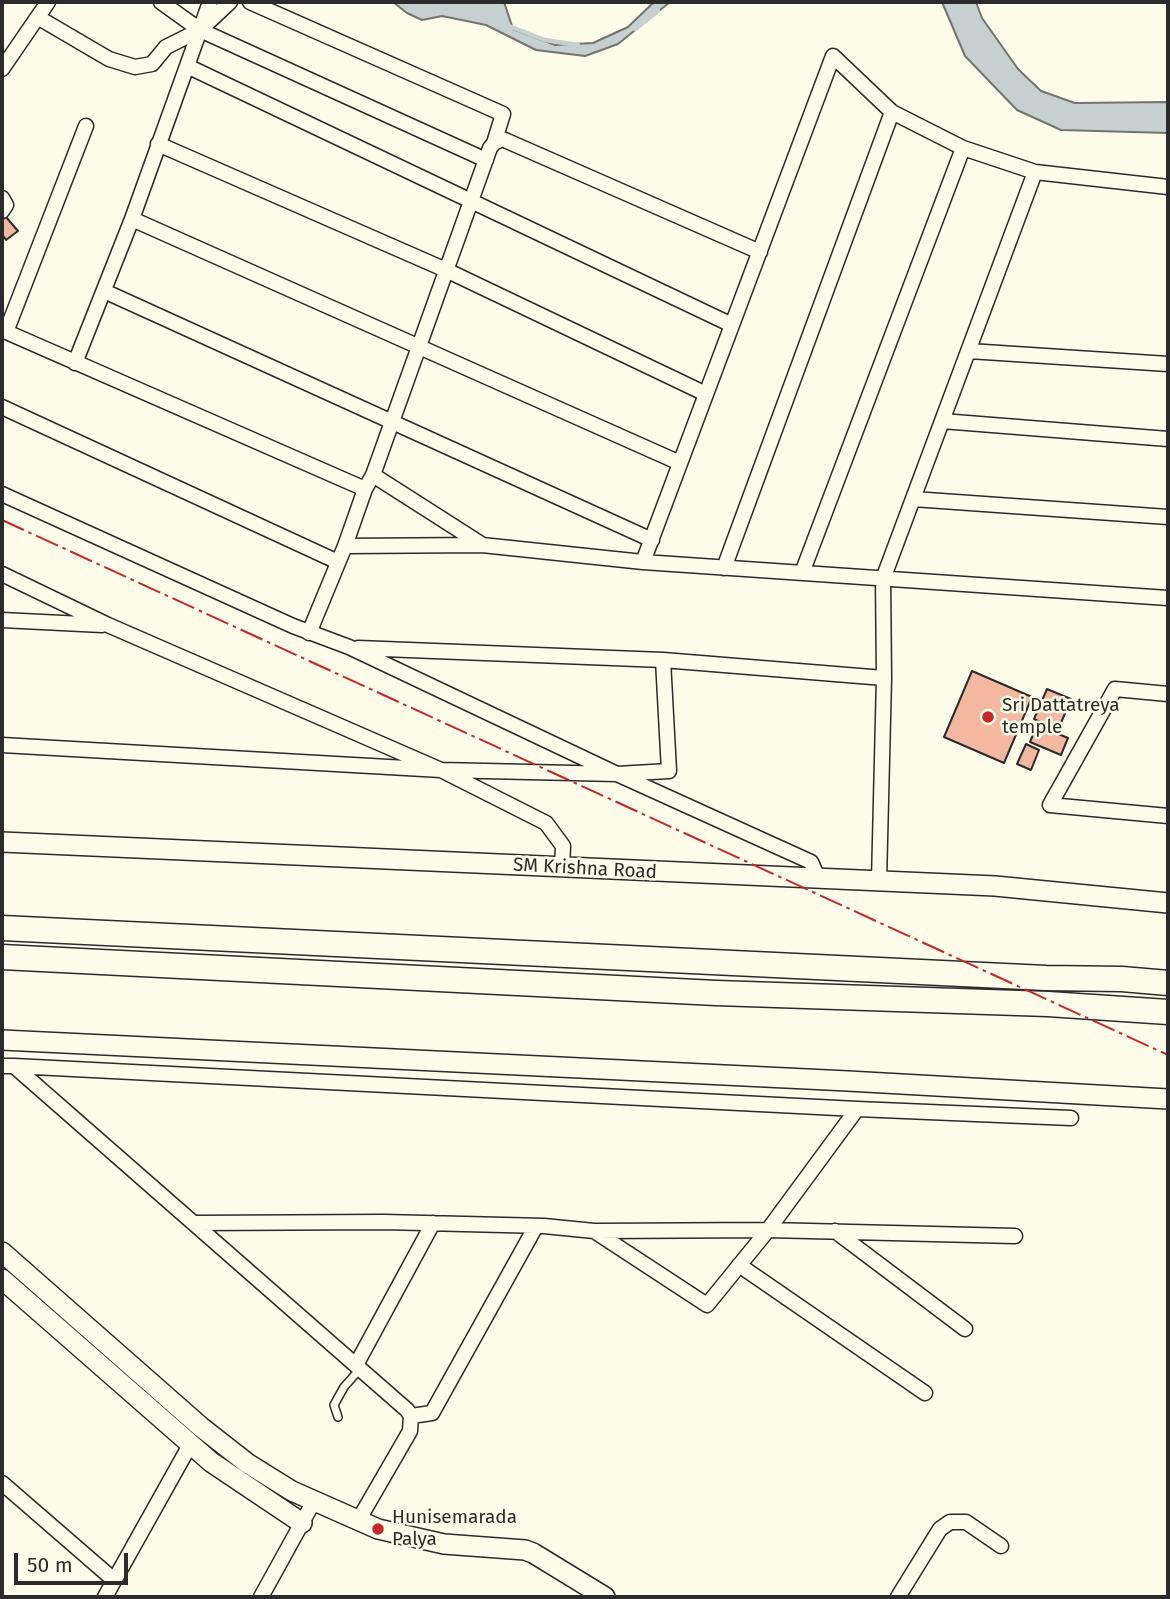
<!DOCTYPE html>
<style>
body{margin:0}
#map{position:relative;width:1170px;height:1599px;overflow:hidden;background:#fdfbea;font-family:"Fira Sans",sans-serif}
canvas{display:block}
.frame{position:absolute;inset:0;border:4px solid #2b2b2b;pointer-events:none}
.scale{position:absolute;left:14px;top:1553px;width:114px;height:32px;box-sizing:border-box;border:4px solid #2b2b2b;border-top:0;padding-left:9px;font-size:21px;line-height:24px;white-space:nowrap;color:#2b2b2b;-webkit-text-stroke:5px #fdfbea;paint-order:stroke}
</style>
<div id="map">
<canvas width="1170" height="1599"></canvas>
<div class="frame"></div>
<div class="scale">50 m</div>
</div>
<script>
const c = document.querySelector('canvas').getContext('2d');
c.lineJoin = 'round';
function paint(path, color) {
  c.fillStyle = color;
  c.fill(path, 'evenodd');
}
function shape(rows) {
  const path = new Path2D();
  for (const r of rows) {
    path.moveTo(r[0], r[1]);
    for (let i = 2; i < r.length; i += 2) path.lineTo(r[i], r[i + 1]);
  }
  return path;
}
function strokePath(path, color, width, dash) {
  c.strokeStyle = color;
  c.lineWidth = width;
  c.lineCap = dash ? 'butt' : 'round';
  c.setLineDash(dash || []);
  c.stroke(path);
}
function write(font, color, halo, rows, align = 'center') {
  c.font = font + ' "Fira Sans",sans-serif';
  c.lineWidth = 5;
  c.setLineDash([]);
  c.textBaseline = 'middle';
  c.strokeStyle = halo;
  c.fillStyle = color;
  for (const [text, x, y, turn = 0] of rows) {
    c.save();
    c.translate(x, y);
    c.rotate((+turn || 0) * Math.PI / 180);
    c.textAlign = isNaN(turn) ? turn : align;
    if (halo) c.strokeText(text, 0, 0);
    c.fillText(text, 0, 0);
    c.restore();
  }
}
const water = shape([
 [393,2,504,2,513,29,555,45,593,43,628,27,654,2,670,2,618,44,585,56,536,50,486,25,442,16,422,20,407,13,393,2],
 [942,2,976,2,982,18,1018,69,1041,91,1075,103,1168,102,1168,133,1061,130,1017,110,965,56,942,2]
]);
const stream = shape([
 [509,26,545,40,578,45],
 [635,29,658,11]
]);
const building = shape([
 [6,217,18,231,6,240,2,234,2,220,6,217],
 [972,671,1032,697,1004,763,944,737,972,671],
 [1047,689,1071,699,1058,730,1034,719,1047,689],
 [1037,725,1068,738,1061,755,1030,742,1037,725],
 [1026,744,1039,750,1031,770,1017,764,1026,744]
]);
const lane = shape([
 [338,1417,334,1405,344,1387,360,1369]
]);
const street = shape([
 [161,2,200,30,486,160],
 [250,2,503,114,494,143],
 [39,18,109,59,135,67,152,64,166,47,200,30,230,2],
 [187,66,732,325],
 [2,69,48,2],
 [158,144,446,270,706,394],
 [2,198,6,205,2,211],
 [132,219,680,463],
 [104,291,652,540],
 [2,330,365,489,373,475,490,148,494,143,502,139,507,141,760,252],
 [6,332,86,126],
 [969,351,1168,364],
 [75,363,132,219,210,2],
 [2,407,338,562],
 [942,421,1168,439],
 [373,475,481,544],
 [2,494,293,626,349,647,617,774,811,862,818,878],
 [913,499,1168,517],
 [345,546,482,545,643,562,1168,598],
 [643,562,833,56,892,112,963,148,1035,172,1168,187],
 [724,568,892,112],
 [802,573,963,148],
 [2,574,108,625,441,770,546,823,563,846,562,868],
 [2,620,102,625],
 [309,633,345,546,365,489],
 [358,648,663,660,884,678],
 [1168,694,1115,689,1050,805,1168,816],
 [2,745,441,770,617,774,669,771,663,660],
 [879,881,884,678,883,579,1035,172],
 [2,1066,14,1066,407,1410,411,1416,410,1431,358,1521],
 [14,1066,857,1109,1071,1118],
 [195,1223,384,1222,544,1226,594,1231,707,1305,768,1230,857,1109],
 [596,1231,768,1230,1015,1236],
 [835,1231,965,1329],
 [739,1265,925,1393],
 [356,1365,433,1223],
 [411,1416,432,1413,536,1226],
 [2,1483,114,1580],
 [105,1597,190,1445],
 [261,1597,314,1501],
 [898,1597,940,1529,950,1522,966,1522,1001,1546]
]);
const secondary = shape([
 [2,842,995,886,1168,903],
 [2,1040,848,1081,1168,1099],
 [2,1252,201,1427,247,1463,292,1491,378,1529,444,1544,525,1550,533,1553,605,1597],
 [2,1279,211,1462,302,1523]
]);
const highway = shape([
 [2,928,1046,978,1122,979,1168,983],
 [2,957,716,993,1048,1004,1168,1012]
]);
const power = shape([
 [2,520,1168,1055]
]);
const markers = [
 [988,717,7,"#c62828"],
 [378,1529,7,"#c62828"]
];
const poiNames = [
 ["Sri Dattatreya",1002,706],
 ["temple",1002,728],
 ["Hunisemarada",392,1518],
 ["Palya",392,1540]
];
const streetNames = [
 ["SM Krishna Road",585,869,3]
];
paint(water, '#c7d0d0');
strokePath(water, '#74746e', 2);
strokePath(stream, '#c7d0d0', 4.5);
paint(building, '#f2b8a0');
strokePath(building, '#2b2b2b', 2);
strokePath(lane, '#2b2b2b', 10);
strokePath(street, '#2b2b2b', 17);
strokePath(secondary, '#2b2b2b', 22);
strokePath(highway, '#2b2b2b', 27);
strokePath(lane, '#fdfbea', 7);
strokePath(street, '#fdfbea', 14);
strokePath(secondary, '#fdfbea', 19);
strokePath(highway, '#fdfbea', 24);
strokePath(power, '#c62828', 2, [24, 5, 3.5, 5]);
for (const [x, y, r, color] of markers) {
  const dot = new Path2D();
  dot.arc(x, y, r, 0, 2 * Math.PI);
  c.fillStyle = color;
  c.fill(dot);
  strokePath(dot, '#fdfbea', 2.5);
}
write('19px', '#2b2b2b', '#fdfbea', poiNames, 'left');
write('19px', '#2b2b2b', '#fdfbea', streetNames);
</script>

■ ■ ■ ■ ■ ■ ■

-- To do --
The lines you need are those holding the word "function"; copy each of them from the material above.

-- Answer to this task --
function paint(path, color) {
function shape(rows) {
function strokePath(path, color, width, dash) {
function write(font, color, halo, rows, align = 'center') {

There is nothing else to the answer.